WORK REQUEST:
Please tally how many lines in the entries below include the word "icon", giving only the number.

======

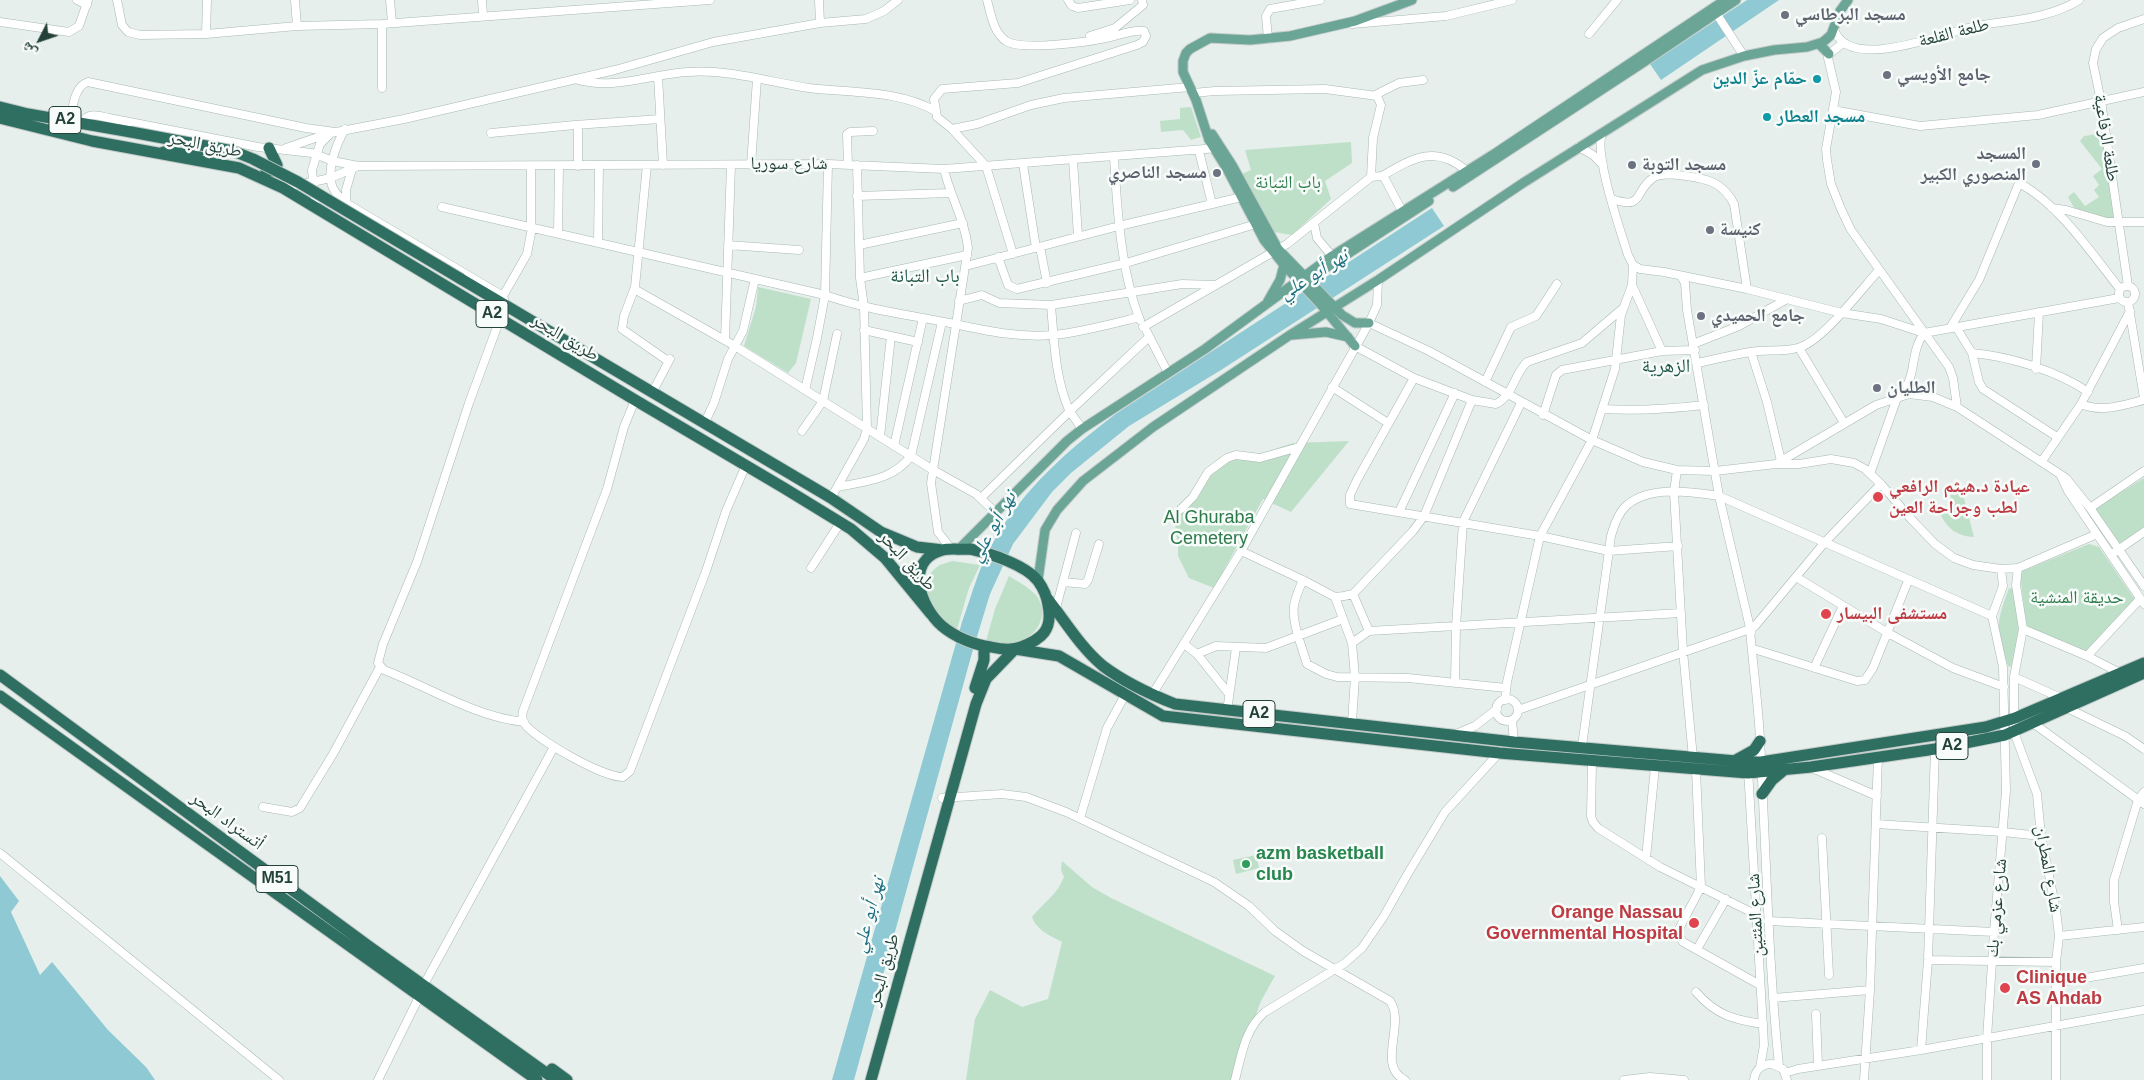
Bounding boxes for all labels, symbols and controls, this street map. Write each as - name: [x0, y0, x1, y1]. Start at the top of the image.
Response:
- place label: مسجد البرطاسي: [1795, 4, 1906, 26]
- marker: مسجد البرطاسي: [1779, 9, 1791, 21]
- street label: طلعة القلعة: [1916, 14, 1992, 52]
- north arrow: [15, 15, 65, 65]
- text: ش: [18, 39, 40, 61]
- place label: جامع الأويسي: [1897, 64, 1991, 86]
- place label: حمّام عزّ الدين: [1713, 68, 1807, 90]
- marker: جامع الأويسي: [1881, 69, 1893, 81]
- marker: حمّام عزّ الدين: [1811, 73, 1823, 85]
- street label: طلعة الرفاعية: [2088, 93, 2124, 183]
- road number: A2: [49, 106, 81, 134]
- place label: مسجد العطار: [1777, 106, 1865, 128]
- marker: مسجد العطار: [1761, 111, 1773, 123]
- street label: طريق البحر: [166, 127, 244, 163]
- place label: المسجد المنصوري الكبير: [1921, 143, 2026, 186]
- street label: شارع سوريا: [750, 153, 828, 175]
- place label: مسجد التوبة: [1642, 154, 1726, 176]
- marker: المسجد المنصوري الكبير: [2030, 158, 2042, 170]
- marker: مسجد التوبة: [1626, 159, 1638, 171]
- place label: مسجد الناصري: [1108, 162, 1207, 184]
- marker: مسجد الناصري: [1211, 167, 1223, 179]
- park label: باب التبانة: [1255, 172, 1321, 194]
- place label: كنيسة: [1720, 219, 1761, 241]
- marker: كنيسة: [1704, 224, 1716, 236]
- water label: نهر أبو علي: [1275, 245, 1353, 305]
- district label: باب التبانة: [890, 266, 960, 288]
- road number: A2: [476, 300, 508, 328]
- place label: جامع الحميدي: [1711, 305, 1805, 327]
- street label: طريق البحر: [528, 310, 602, 366]
- marker: جامع الحميدي: [1695, 310, 1707, 322]
- district label: الزهرية: [1642, 356, 1690, 378]
- place label: الطليان: [1887, 377, 1936, 399]
- marker: الطليان: [1871, 382, 1883, 394]
- place label: عيادة د.هيثم الرافعي لطب وجراحة العين: [1889, 476, 2030, 518]
- water label: نهر أبو علي: [964, 488, 1022, 566]
- marker: عيادة د.هيثم الرافعي لطب وجراحة العين: [1871, 490, 1885, 504]
- park label: Al Ghuraba Cemetery: [1163, 507, 1255, 550]
- street label: طريق البحر: [874, 526, 940, 596]
- park label: حديقة المنشية: [2030, 587, 2124, 609]
- place label: مستشفی البيسار: [1837, 603, 1947, 625]
- marker: مستشفی البيسار: [1819, 607, 1833, 621]
- road number: A2: [1243, 701, 1275, 728]
- road number: A2: [1936, 732, 1968, 759]
- street label: أتستراد البحر: [186, 787, 268, 855]
- street label: شارع المطران: [2030, 824, 2066, 914]
- place label: azm basketball club: [1256, 843, 1384, 886]
- marker: azm basketball club: [1240, 858, 1252, 870]
- street label: شارع عزمي بك: [1982, 858, 2012, 958]
- road number: M51: [256, 866, 298, 892]
- street label: شارع المئتين: [1743, 873, 1769, 957]
- water label: نهر أبو علي: [848, 875, 890, 955]
- place label: Orange Nassau Governmental Hospital: [1486, 902, 1683, 944]
- marker: Orange Nassau Governmental Hospital: [1687, 916, 1701, 930]
- street label: طريق البحر: [863, 931, 905, 1009]
- place label: Clinique AS Ahdab: [2016, 967, 2102, 1010]
- marker: Clinique AS Ahdab: [1998, 981, 2012, 995]

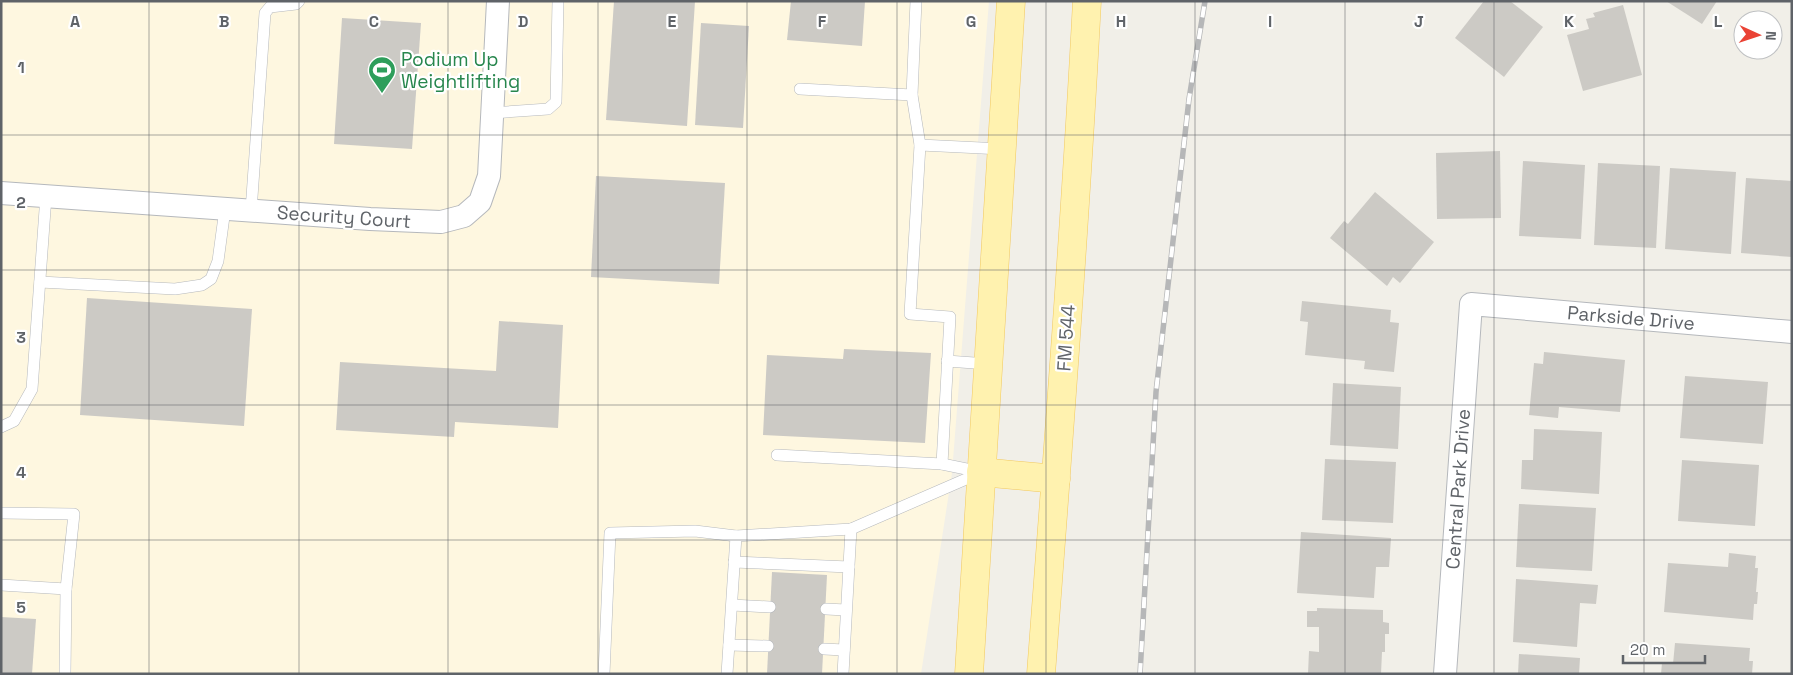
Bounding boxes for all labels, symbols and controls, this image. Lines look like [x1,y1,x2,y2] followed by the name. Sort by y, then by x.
[1733,10,1783,60] north arrow
[70,11,80,32] text: A
[219,11,229,32] text: B
[369,11,379,32] text: C
[518,11,528,32] text: D
[668,11,677,32] text: E
[818,11,827,32] text: F
[966,11,976,32] text: G
[1116,11,1126,32] text: H
[1268,11,1272,32] text: I
[1414,11,1424,32] text: J
[1564,11,1574,32] text: K
[1714,11,1723,32] text: L
[1762,31,1780,41] text: N
[401,47,520,94] place label: Podium Up Weightlifting
[367,55,397,94] sports icon: Podium Up Weightlifting
[17,57,25,78] text: 1
[16,192,26,213] text: 2
[276,200,412,234] street label: Security Court
[1566,300,1696,336] street label: Parkside Drive
[1051,304,1081,372] street label: FM 544
[16,327,26,348] text: 3
[1440,408,1476,570] street label: Central Park Drive
[16,462,26,483] text: 4
[16,597,26,618] text: 5
[1623,632,1706,664] scale bar
[1630,640,1665,659] text: 20 m

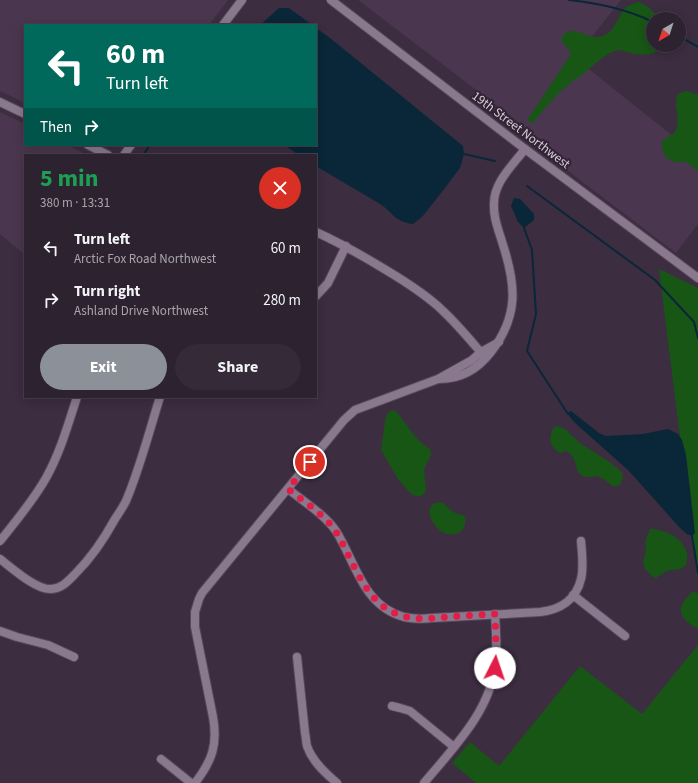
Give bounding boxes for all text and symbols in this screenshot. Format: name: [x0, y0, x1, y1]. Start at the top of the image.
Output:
north arrow: [646, 12, 686, 52]
map controls: [646, 12, 686, 52]
text: 60 m: [106, 34, 165, 74]
icon: left: [40, 40, 92, 92]
text: Turn left: [106, 71, 168, 96]
street label: 19th Street Northwest: [468, 87, 574, 173]
icon: right: [80, 116, 102, 138]
text: Then: [40, 117, 72, 138]
text: 5 min: [40, 161, 98, 196]
button: close: [259, 167, 301, 209]
text: 380 m · 13:31: [40, 194, 110, 212]
text: Turn left: [74, 229, 130, 250]
icon: left: [40, 237, 62, 259]
text: 60 m: [271, 238, 301, 259]
text: Arctic Fox Road Northwest: [74, 250, 216, 268]
text: Turn right: [74, 281, 140, 302]
icon: right: [40, 289, 62, 311]
text: 280 m: [263, 290, 301, 311]
text: Ashland Drive Northwest: [74, 302, 208, 320]
button: Exit: [40, 344, 167, 390]
button: Share: [175, 344, 301, 390]
pin: [293, 445, 327, 479]
icon: arrive: [299, 451, 321, 473]
position arrow: [474, 647, 516, 689]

======

RESULT OF THIS TASK:
6